Required action -
Copy each line of the records that holds the string "setLineDash".

Recorded data
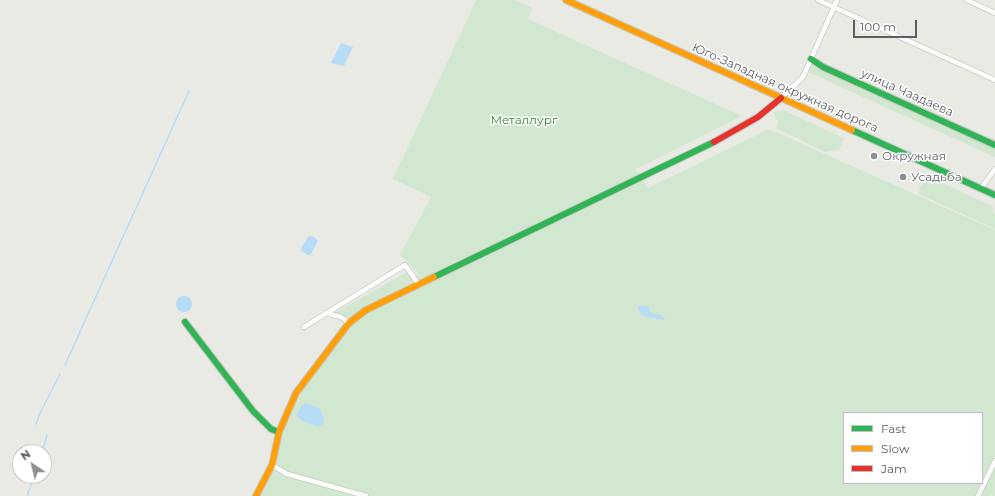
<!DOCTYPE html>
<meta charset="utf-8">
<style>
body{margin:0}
#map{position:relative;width:995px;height:496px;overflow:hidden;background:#eaeae5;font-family:Montserrat,sans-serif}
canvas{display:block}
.legend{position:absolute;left:843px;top:412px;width:140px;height:72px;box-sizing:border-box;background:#fff;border:1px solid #bdbfc1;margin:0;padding:5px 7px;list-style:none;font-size:12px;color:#5a5e63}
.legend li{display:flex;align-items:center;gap:8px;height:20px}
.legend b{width:20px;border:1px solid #bdbfc1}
.north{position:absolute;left:12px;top:444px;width:40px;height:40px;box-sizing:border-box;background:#fff;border:1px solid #bdbfc1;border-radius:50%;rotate:325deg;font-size:11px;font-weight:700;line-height:16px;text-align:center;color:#5a5e63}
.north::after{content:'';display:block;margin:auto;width:14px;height:18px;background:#8c8f90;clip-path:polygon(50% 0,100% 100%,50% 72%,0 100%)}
.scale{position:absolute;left:853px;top:20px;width:64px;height:18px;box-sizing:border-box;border:2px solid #5a5e63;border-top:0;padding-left:5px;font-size:12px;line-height:14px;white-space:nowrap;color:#5a5e63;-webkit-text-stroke:3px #fff;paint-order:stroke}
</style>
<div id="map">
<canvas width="995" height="496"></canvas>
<ul class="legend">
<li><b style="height:5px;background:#30b455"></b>Fast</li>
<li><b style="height:5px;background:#ff9f0a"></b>Slow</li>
<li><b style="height:5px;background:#e5322d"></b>Jam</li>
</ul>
<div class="north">N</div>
<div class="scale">100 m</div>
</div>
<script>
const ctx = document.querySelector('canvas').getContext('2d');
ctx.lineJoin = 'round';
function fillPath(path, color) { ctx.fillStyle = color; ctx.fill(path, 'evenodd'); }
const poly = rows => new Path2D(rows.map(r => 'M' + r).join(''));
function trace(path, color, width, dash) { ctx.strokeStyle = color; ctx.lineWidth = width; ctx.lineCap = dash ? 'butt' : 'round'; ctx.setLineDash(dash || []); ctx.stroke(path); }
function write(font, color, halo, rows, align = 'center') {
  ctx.font = font + ' Montserrat,sans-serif'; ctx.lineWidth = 3; ctx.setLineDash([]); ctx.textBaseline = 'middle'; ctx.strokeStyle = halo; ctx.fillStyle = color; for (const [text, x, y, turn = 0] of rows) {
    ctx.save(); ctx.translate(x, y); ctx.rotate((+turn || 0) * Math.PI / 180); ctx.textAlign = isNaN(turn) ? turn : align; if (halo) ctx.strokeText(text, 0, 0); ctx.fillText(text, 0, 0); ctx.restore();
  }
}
fillPath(poly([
 [476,0,515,0,532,8,528,19,742,116,636,169,648,188,769,129,995,230,995,496,256,496,261,488,288,407,349,323,331,315,405,273,421,276,400,255,431,197,393,179],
 [844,413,982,413,982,483,844,483],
 [811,65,995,148,995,157,808,72],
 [785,111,844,138,839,150,825,152,776,128,778,122,773,112],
 [927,181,940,182,994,207,993,211,995,214,995,229,919,194,920,186]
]), '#d2e7d0');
fillPath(poly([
 [341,43,353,47,344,66,331,63],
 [309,236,314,237,318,241,311,254,308,255,301,251,302,246],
 '176 304a8 8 0 1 1 16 0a8 8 0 1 1-16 0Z',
 [641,306,648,306,651,313,661,315,665,320,643,316,638,310,638,307],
 [306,403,319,408,324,418,323,424,317,427,301,420,296,416,301,406]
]), '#b7dcf7');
trace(poly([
 [65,365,189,91],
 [36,424,40,413,60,374],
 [42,452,47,435],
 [27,496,34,476]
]), '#b7dcf7', 1.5);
const street = poly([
 [818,0,995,80],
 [967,0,995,13],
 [781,98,803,77,837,0],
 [981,188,995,169],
 [326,313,341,317,349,323],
 [304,327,405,265,419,285],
 [272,465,287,474,366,496],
 [978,496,995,461]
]);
const fast = poly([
 [811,59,823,67,995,145],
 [852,130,995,195],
 [434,277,714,142],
 [185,322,253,411,271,429,279,432]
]);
const slow = poly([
 [566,0,852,130],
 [256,496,272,465,279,432,296,393,349,323,366,310,434,277]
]);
const jam = poly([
 [714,142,758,117,781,98]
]);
trace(street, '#c7c8c7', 6);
trace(fast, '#c6c7c5', 8);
trace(slow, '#c6c7c5', 8);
trace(jam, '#c6c7c5', 8);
trace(street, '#fcfcfb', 4.5);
trace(fast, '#30b455', 6);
trace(slow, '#ff9f0a', 6);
trace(jam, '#e5322d', 6);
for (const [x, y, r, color] of [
 [874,156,4,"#8c8f90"],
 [903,177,4,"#8c8f90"]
]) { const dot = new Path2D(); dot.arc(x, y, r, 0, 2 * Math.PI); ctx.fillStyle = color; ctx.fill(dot); trace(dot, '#fff', 1.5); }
write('12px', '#5a5e63', '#fff', [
 ["Юго-Западная окружная дорога",785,88,24],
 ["улица Чаадаева",907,93,24]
]);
write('12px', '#338136', '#fff', [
 ["Металлург",524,120]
]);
write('12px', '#5a5e63', '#fff', [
 ["Окружная",882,156],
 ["Усадьба",911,177]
], 'left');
</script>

Answer to the exercise -
function trace(path, color, width, dash) { ctx.strokeStyle = color; ctx.lineWidth = width; ctx.lineCap = dash ? 'butt' : 'round'; ctx.setLineDash(dash || []); ctx.stroke(path); }
  ctx.font = font + ' Montserrat,sans-serif'; ctx.lineWidth = 3; ctx.setLineDash([]); ctx.textBaseline = 'middle'; ctx.strokeStyle = halo; ctx.fillStyle = color; for (const [text, x, y, turn = 0] of rows) {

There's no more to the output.